50 – EL UNO EL DOS Y EL TRES

Por la mañana no me podía ni levantar. Inuyasha me había hecho pagar muy caro, mis palabras.

¡Yo no tenía la culpa de que el jugador número 11, fuera tan sexy! Además, como había dicho Ayame, nos contábamos todo. Yo no le podía ocultar que me sentía atraída por ese hermoso jugador de ojos oscuros y profundos.

Inu había llegado como un bólido a mi habitación, cerrando las puertas con seguro, apagando las luces. Incluso llego mucho antes de lo acostumbrado.

Me arrastro hacia la cama, contra mi voluntad y comenzó a tocar todo mi cuerpo.

No tarde ni un segundo, estar en el mismo canal que él. Parecía como si esa noche estuviera hecha de gasolina y el fuera una pequeña llama -bueno no tan pequeña, claro - en cuanto me toco, comencé a arder.

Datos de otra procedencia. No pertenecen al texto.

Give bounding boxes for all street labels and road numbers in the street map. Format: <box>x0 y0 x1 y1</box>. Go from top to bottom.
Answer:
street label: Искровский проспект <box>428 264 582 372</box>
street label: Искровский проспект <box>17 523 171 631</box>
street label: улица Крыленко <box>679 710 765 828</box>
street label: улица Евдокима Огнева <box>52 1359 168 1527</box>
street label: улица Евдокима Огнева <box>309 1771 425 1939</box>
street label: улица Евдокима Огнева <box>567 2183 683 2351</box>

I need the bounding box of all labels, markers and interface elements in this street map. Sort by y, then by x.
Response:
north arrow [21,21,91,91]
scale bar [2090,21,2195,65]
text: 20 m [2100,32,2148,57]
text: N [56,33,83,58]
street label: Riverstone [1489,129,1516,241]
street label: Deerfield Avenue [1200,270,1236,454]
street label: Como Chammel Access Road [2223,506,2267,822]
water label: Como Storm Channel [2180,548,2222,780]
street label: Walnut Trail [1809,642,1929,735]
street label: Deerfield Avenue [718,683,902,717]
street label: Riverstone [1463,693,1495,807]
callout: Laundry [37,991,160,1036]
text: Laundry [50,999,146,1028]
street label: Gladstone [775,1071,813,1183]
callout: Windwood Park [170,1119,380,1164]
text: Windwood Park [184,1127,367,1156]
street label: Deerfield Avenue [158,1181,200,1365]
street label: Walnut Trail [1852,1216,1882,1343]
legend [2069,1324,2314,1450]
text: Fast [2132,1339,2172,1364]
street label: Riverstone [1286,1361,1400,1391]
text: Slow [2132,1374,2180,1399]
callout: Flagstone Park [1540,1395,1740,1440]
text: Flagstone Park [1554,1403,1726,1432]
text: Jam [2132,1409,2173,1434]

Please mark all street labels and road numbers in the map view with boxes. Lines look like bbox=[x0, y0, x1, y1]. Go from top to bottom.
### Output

No podía tener suficiente de él. De sus besos, sus caricias, su cuerpo... Sentí mi corazón, latir más rápido que el batir de las alas de un colibrí.

Tuve que morderme la lengua, hasta casi sangrarla, para no gritar su nombre a todo pulmón. No fui cuidadosa con él, porque él no lo estaba siendo conmigo. Jale su cabello, mordí sus labios, rasguñe su espalda, aprete su duro trasero entre mis manitas. Deje que él también me mordiera, pero sin dejar marcas.

Seguimos tratando de tener sexo, sin hacer ruido. Esa noche, todos estaban en la casa y era temprano.

Era tan hermoso, fuerte, sexy...

Termine muy agotada. Pero el parecía que le habían dado cuerda y quería más.

Me hizo suya casi de nueva cuenta, casi de inmediato. Aunque fue más calmado, pero casi igual de intenso.

Yo había pensado que ni siquiera iría a mi dormitorio, puesto que había recibido varias tacleadas. Supuse que se quedaría en su habitación a descansar. Pero no. Algo había poseído a ese chico.

A pesar de que había terminado muy cansada en el primer round, me escuche pidiéndole más la segunda vez. Y como dije, parecía que su energía era infinita.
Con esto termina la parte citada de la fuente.